By East City Art Editorial Team on July 10, 2024

Fri, July 12 2024 — Sun, April 20 2025

James Baldwin by Beauford Delaney, pastel on paper, 1963. National Portrait Gallery, Smithsonian Institution. Copyright Estate of Beauford Delaney by permission of Derek L. Spratley, Esquire, Court Appointed Administrator; courtesy of Michael Rosenfeld Gallery LLC, New York

This Morning, This Evening, So Soon: James Baldwin and the Voices of Queer Resistance is curated by Rhea L. Combs, director of curatorial affairs for the National Portrait Gallery, with concept and text from Pulitzer Prize-winning author Hilton Als. It is titled after a short story the writer, essayist, playwright and activist published in The Atlantic. Commemorating the centennial of Baldwin’s birth, the exhibition will be on view the museum’s One Life gallery.
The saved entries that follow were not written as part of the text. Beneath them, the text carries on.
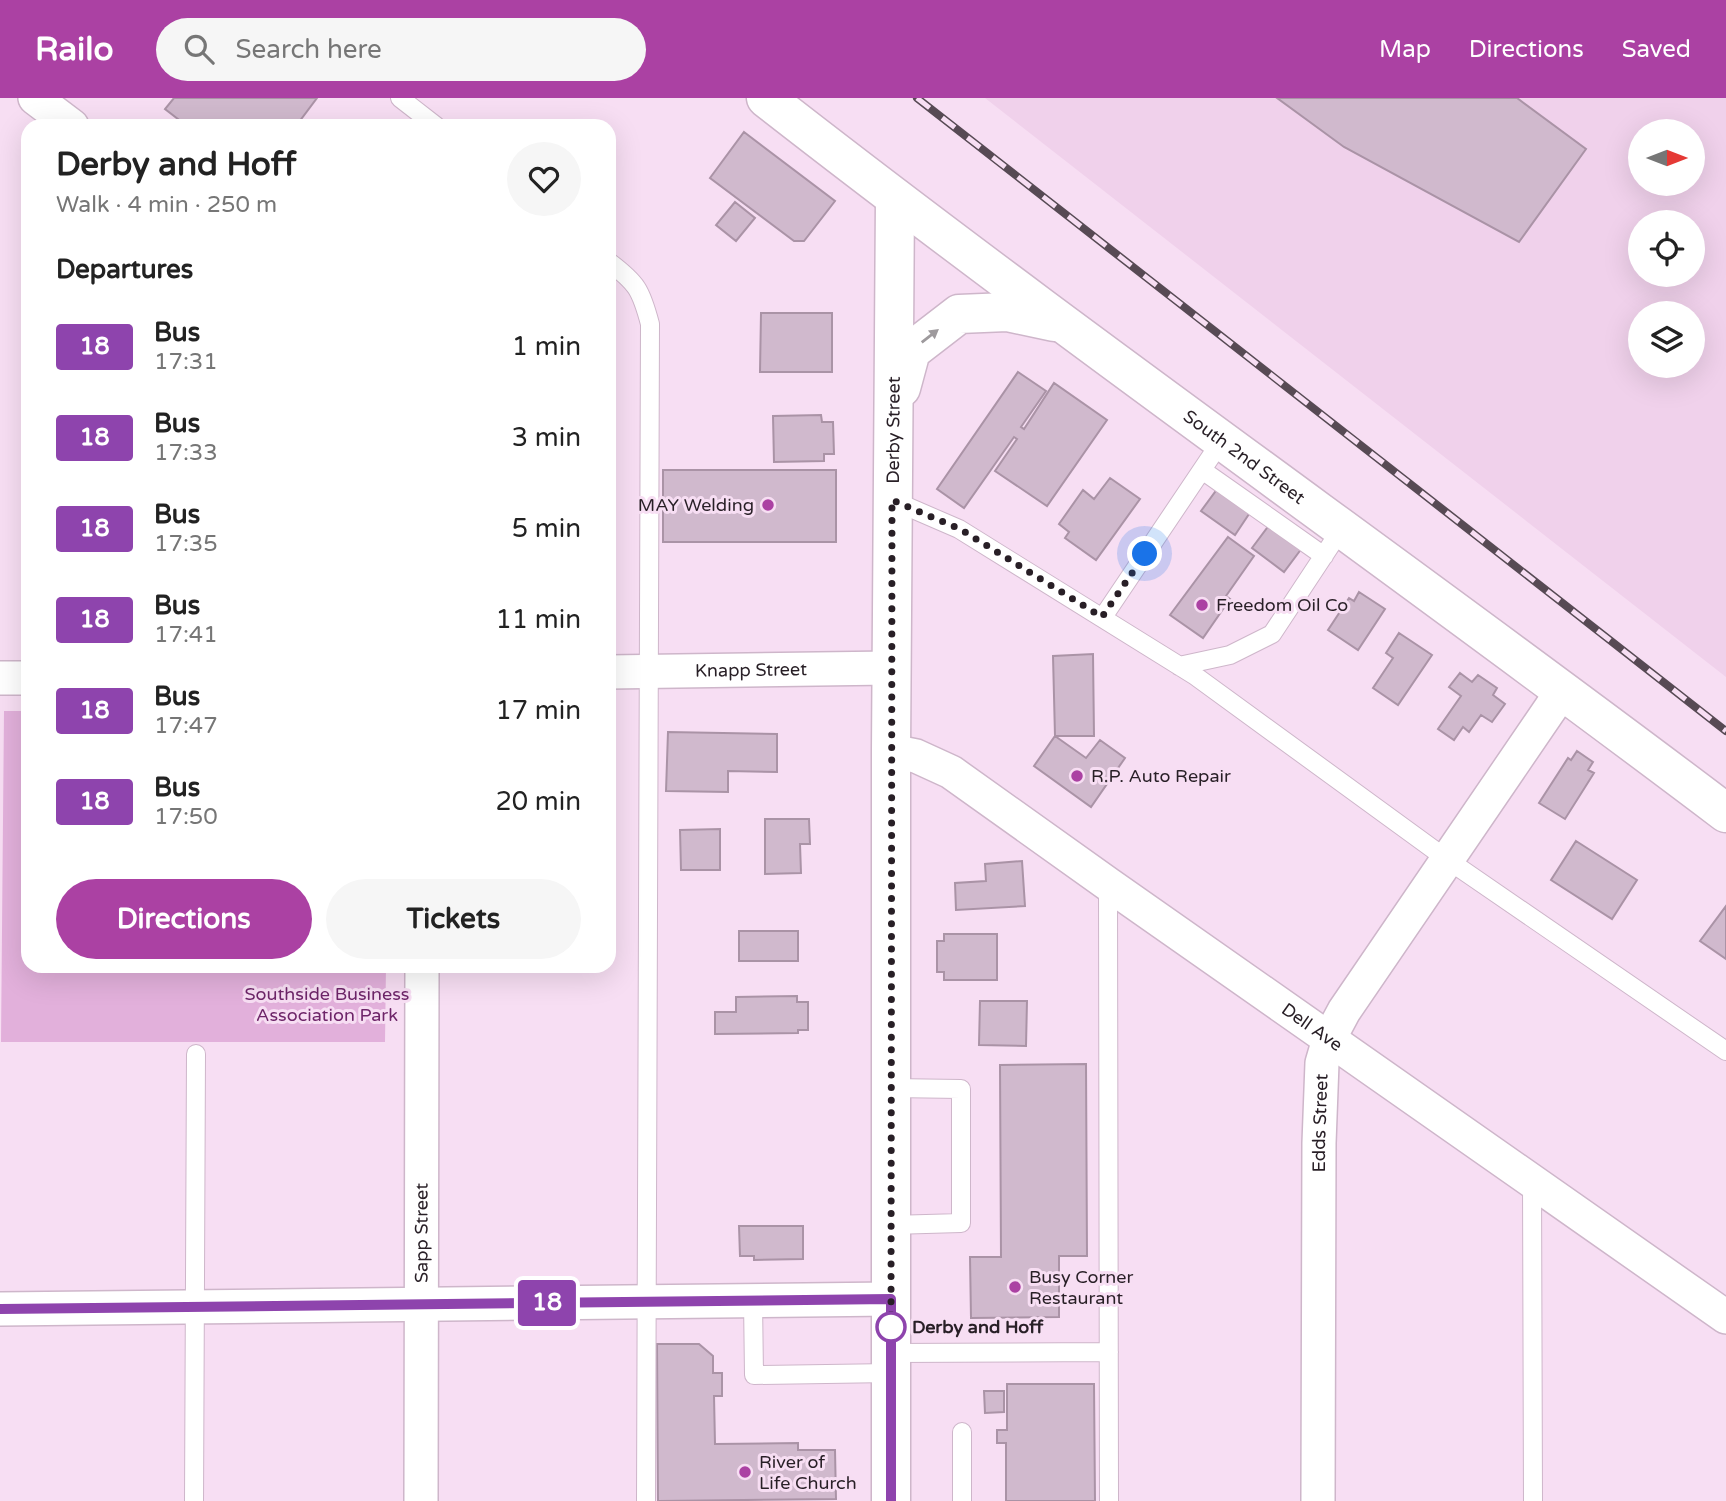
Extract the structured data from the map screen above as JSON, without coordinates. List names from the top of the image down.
{
  "streets": {
    "main road": ["Derby Street", "South 2nd Street"],
    "street": [
      "Knapp Street",
      "Dell Ave",
      "Edds Street",
      "Sapp Street"
    ]
  },
  "crossings": [
    ["Derby Street", "South 2nd Street"],
    ["Derby Street", "Knapp Street"],
    ["Derby Street", "Dell Ave"],
    ["South 2nd Street", "Edds Street"],
    ["Dell Ave", "Edds Street"]
  ],
  "parks": ["Southside Business Association Park"],
  "places": [
    "MAY Welding",
    "Freedom Oil Co",
    "R.P. Auto Repair",
    "Busy Corner Restaurant",
    "Derby and Hoff",
    "River of Life Church"
  ],
  "lines": ["bus line 18"],
  "north": "right",
  "page": {
    "header": "Railo",
    "search": "Search here",
    "nav": ["Map", "Directions", "Saved"],
    "on_map": "18",
    "heading": [
      ["Derby and Hoff", "Walk · 4 min · 250 m"],
      "Departures"
    ],
    "list": [
      {
        "mark": "18",
        "name": "Bus",
        "note": "17:31",
        "value": "1 min"
      },
      {
        "mark": "18",
        "name": "Bus",
        "note": "17:33",
        "value": "3 min"
      },
      {
        "mark": "18",
        "name": "Bus",
        "note": "17:35",
        "value": "5 min"
      },
      {
        "mark": "18",
        "name": "Bus",
        "note": "17:41",
        "value": "11 min"
      },
      {
        "mark": "18",
        "name": "Bus",
        "note": "17:47",
        "value": "17 min"
      },
      {
        "mark": "18",
        "name": "Bus",
        "note": "17:50",
        "value": "20 min"
      }
    ],
    "buttons": ["Directions", "Tickets"]
  }
}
Baldwin, who considered himself “a witness, about literature, about his works, about America and about history,” often spoke out against injustice. At a time when he and his queer contemporaries had to keep their sexuality at least partly hidden, they could fight openly for civil rights. Baldwin’s efforts to ensure the United States “kept the faith” often drew recognition, overshadowing those of other like-minded collaborators, such as Bayard Rustin and Lorraine Hansberry. A celebration of their various queer voices, this collective portrait of sorts offers an admiring corrective.

The exhibition will rely on portraiture and ephemera to explore the interwoven lives of Baldwin; Lorraine Hansberry, author of “A Raisin in the Sun”; lawyer, educator and politician Barbara Jordan; activist Bayard Rustin; and Essex Hemphill and Marlon Riggs, both poets and filmmakers. Well-known portraits by Beauford Delany and Bernard Gotfryd will be shown alongside works by artists such as Richard Avedon, Glenn Ligon, Donald Moffett, Faith Ringgold, Lorna Simpson and Jack Whitten. Viewing Baldwin in the context of his community will reveal how his sexuality, faith, artistic curiosities and notions of masculinity—coupled with his involvement in the civil rights movement—helped define his writing and long-lasting legacy.